Deux ans plus tard, les hommes de Goethals se sont enfin réconciliés et sont devenus le premier, et jusqu’à présent le seul, club français à conquérir l’Europe.

L’équipe de 1993 a été moins spectaculaire, avec Waddle vendu à Sheffield mercredi et Papin à Milan, mais elle a été plus rusée, même si elle a laissé filer une avance de 2-0 pour faire match nul avec les Rangers à Ibrox en phase de groupe du tournoi. Marcel Desailly a veillé à ce que l’impérieux Carlos Mozer ne manque pas de peu, tandis que Fabien Barthez a fait une grosse différence sur Pascal Olmeta dans les buts et que Didier Deschamps et Frank Sauzée ont amélioré le milieu de terrain. Et Pelé, beaucoup plus nourri par les Goethals que par Beckenbauer, reste un régal.

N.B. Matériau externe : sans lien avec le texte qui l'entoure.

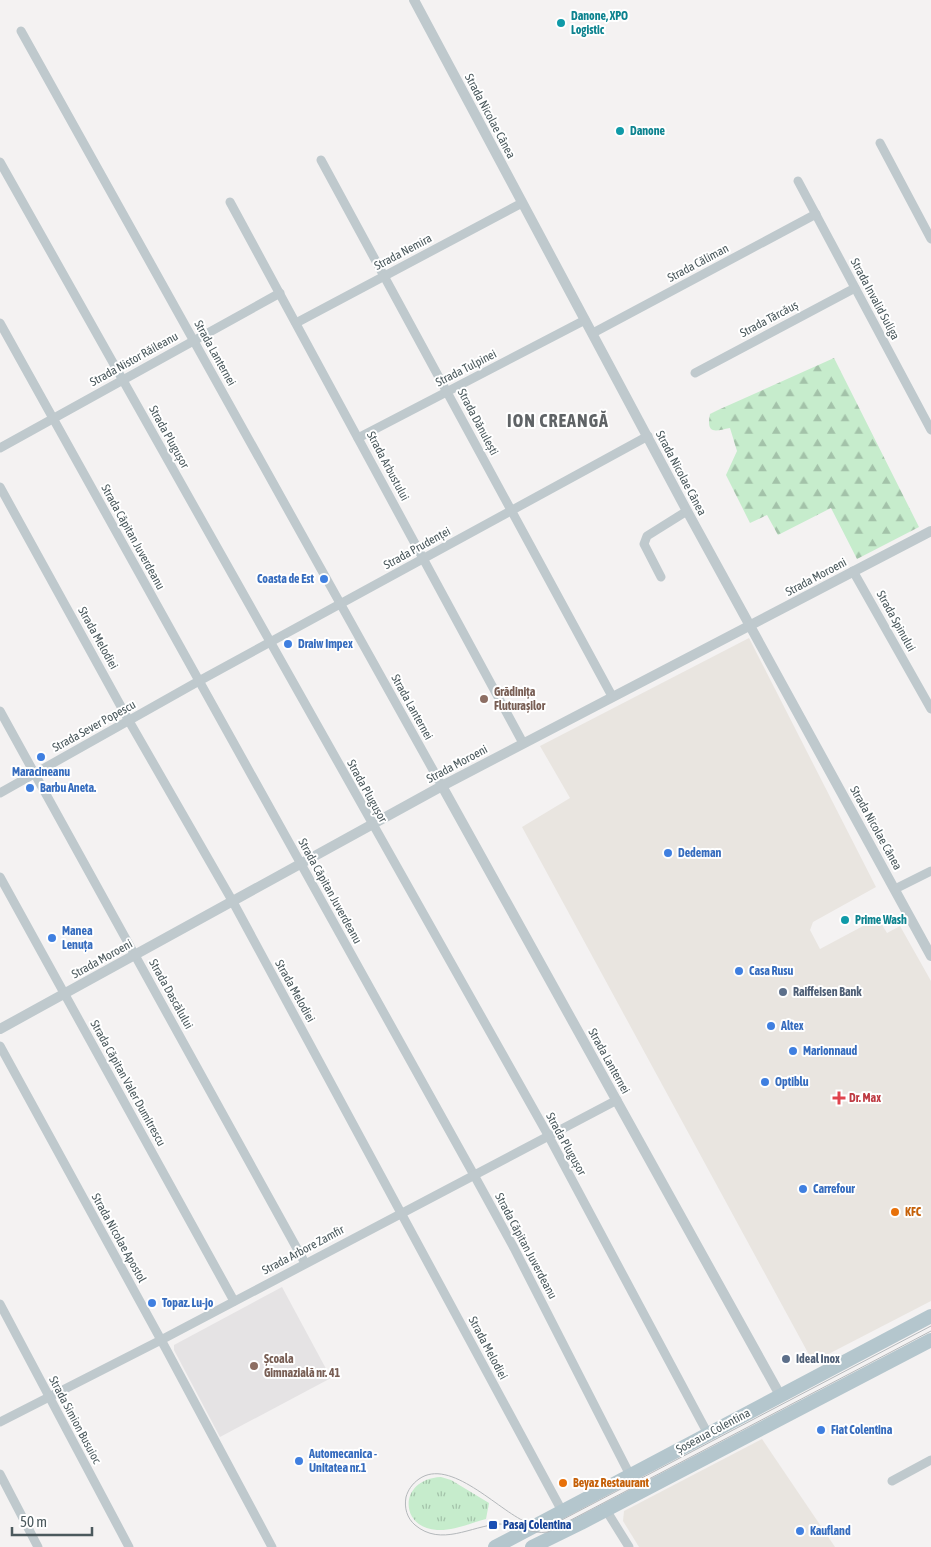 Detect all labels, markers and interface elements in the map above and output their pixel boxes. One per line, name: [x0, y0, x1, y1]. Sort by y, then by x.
place label: Danone, XPO Logistic: [571, 9, 628, 37]
marker: Danone, XPO Logistic: [555, 17, 567, 29]
street label: Strada Nicolae Cânea: [462, 71, 518, 161]
place label: Danone: [630, 124, 666, 138]
marker: Danone: [614, 125, 626, 137]
street label: Strada Nemira: [372, 231, 434, 273]
street label: Strada Căliman: [665, 241, 731, 285]
street label: Strada Invalid Suliga: [848, 256, 902, 342]
street label: Strada Tărcăuș: [738, 298, 800, 340]
street label: Strada Lanternei: [191, 318, 239, 388]
street label: Strada Nistor Răileanu: [87, 329, 181, 389]
street label: Strada Tulpinei: [433, 347, 499, 389]
street label: Strada Dănulești: [455, 386, 501, 458]
street label: Strada Plugușor: [146, 403, 192, 471]
district label: ION CREANGĂ: [507, 410, 609, 431]
street label: Strada Nicolae Cânea: [653, 428, 709, 518]
street label: Strada Arbustului: [364, 429, 412, 503]
street label: Strada Căpitan Juverdeanu: [98, 482, 168, 592]
street label: Strada Prudenței: [381, 524, 453, 572]
street label: Strada Moroeni: [783, 555, 849, 599]
place label: Coasta de Est: [257, 572, 315, 586]
marker: Coasta de Est: [318, 573, 330, 585]
street label: Strada Spinului: [874, 588, 918, 654]
street label: Strada Melodiei: [75, 604, 121, 672]
place label: Draiw Impex: [298, 637, 353, 651]
marker: Draiw Impex: [282, 638, 294, 650]
street label: Strada Lanternei: [388, 672, 436, 742]
place label: Grădinița Fluturașilor: [494, 685, 546, 713]
marker: Grădinița Fluturașilor: [478, 693, 490, 705]
street label: Strada Sever Popescu: [50, 697, 138, 755]
street label: Strada Moroeni: [424, 742, 490, 786]
marker: Maracineanu: [35, 751, 47, 763]
street label: Strada Plugușor: [344, 757, 390, 825]
place label: Maracineanu: [12, 765, 70, 779]
place label: Barbu Aneta.: [40, 781, 96, 795]
marker: Barbu Aneta.: [24, 782, 36, 794]
street label: Strada Nicolae Cânea: [847, 784, 905, 872]
street label: Strada Căpitan Juverdeanu: [295, 836, 365, 946]
place label: Dedeman: [678, 846, 721, 860]
marker: Dedeman: [662, 847, 674, 859]
place label: Prime Wash: [855, 913, 907, 927]
marker: Prime Wash: [839, 914, 851, 926]
place label: Manea Lenuța: [62, 924, 93, 952]
marker: Manea Lenuța: [46, 932, 58, 944]
street label: Strada Moroeni: [69, 937, 135, 981]
street label: Strada Dascălului: [146, 957, 196, 1031]
street label: Strada Melodiei: [272, 957, 318, 1025]
place label: Casa Rusu: [749, 964, 793, 978]
marker: Casa Rusu: [733, 965, 745, 977]
place label: Raiffeisen Bank: [793, 985, 862, 999]
marker: Raiffeisen Bank: [777, 986, 789, 998]
street label: Strada Căpitan Valer Dumitrescu: [87, 1018, 169, 1149]
place label: Altex: [780, 1019, 804, 1033]
marker: Altex: [765, 1020, 777, 1032]
street label: Strada Lanternei: [585, 1026, 633, 1096]
place label: Marionnaud: [803, 1044, 858, 1058]
marker: Marionnaud: [787, 1045, 799, 1057]
place label: Optiblu: [775, 1075, 809, 1089]
marker: Optiblu: [759, 1076, 771, 1088]
place label: Dr. Max: [849, 1091, 881, 1105]
marker: Dr. Max: [833, 1092, 845, 1104]
street label: Strada Plugușor: [543, 1110, 589, 1178]
place label: Carrefour: [813, 1182, 855, 1196]
marker: Carrefour: [797, 1183, 809, 1195]
street label: Strada Nicolae Apostol: [89, 1191, 150, 1286]
street label: Strada Căpitan Juverdeanu: [492, 1191, 560, 1302]
place label: KFC: [905, 1205, 922, 1219]
marker: KFC: [889, 1206, 901, 1218]
street label: Strada Arbore Zamfir: [260, 1222, 347, 1278]
place label: Topaz. Lu-jo: [162, 1296, 214, 1310]
marker: Topaz. Lu-jo: [146, 1297, 158, 1309]
street label: Strada Melodiei: [466, 1314, 510, 1382]
place label: Școala Gimnazială nr. 41: [264, 1352, 341, 1380]
place label: Ideal Inox: [796, 1352, 840, 1366]
marker: Ideal Inox: [780, 1353, 792, 1365]
marker: Școala Gimnazială nr. 41: [248, 1360, 260, 1372]
street label: Strada Simion Busuioc: [46, 1374, 104, 1467]
street label: Șoseaua Colentina: [674, 1406, 752, 1456]
place label: Fiat Colentina: [831, 1423, 893, 1437]
marker: Fiat Colentina: [815, 1424, 827, 1436]
place label: Automecanica - Unitatea nr.1: [308, 1447, 377, 1475]
marker: Automecanica - Unitatea nr.1: [293, 1455, 305, 1467]
place label: Beyaz Restaurant: [573, 1476, 650, 1490]
marker: Beyaz Restaurant: [557, 1477, 569, 1489]
scale bar: [12, 1504, 92, 1536]
text: 50 m: [20, 1513, 47, 1530]
place label: Pasaj Colentina: [503, 1518, 572, 1532]
marker: Pasaj Colentina: [487, 1519, 499, 1531]
place label: Kaufland: [810, 1524, 851, 1538]
marker: Kaufland: [794, 1525, 806, 1537]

Le Ghanéen est le meilleur joueur de la finale de 1993, il court Paolo Maldini en rage et prend le corner qui mène au but gagnant de Basile Boli. À 72 ans, le manager fréquemment appelé “Columbo” par la presse belge en raison de son style avait résolu sa plus grosse affaire. Mais bientôt, son succès est à nouveau lié à la criminalité, car le mot de la fixation du match contre Valenciennes est tombé dans l’oubli.

Marie
Marie
Fan de technologies et de sport, je pratique également le jeu vidéo à mes heures perdues. Auteure de génie ici même.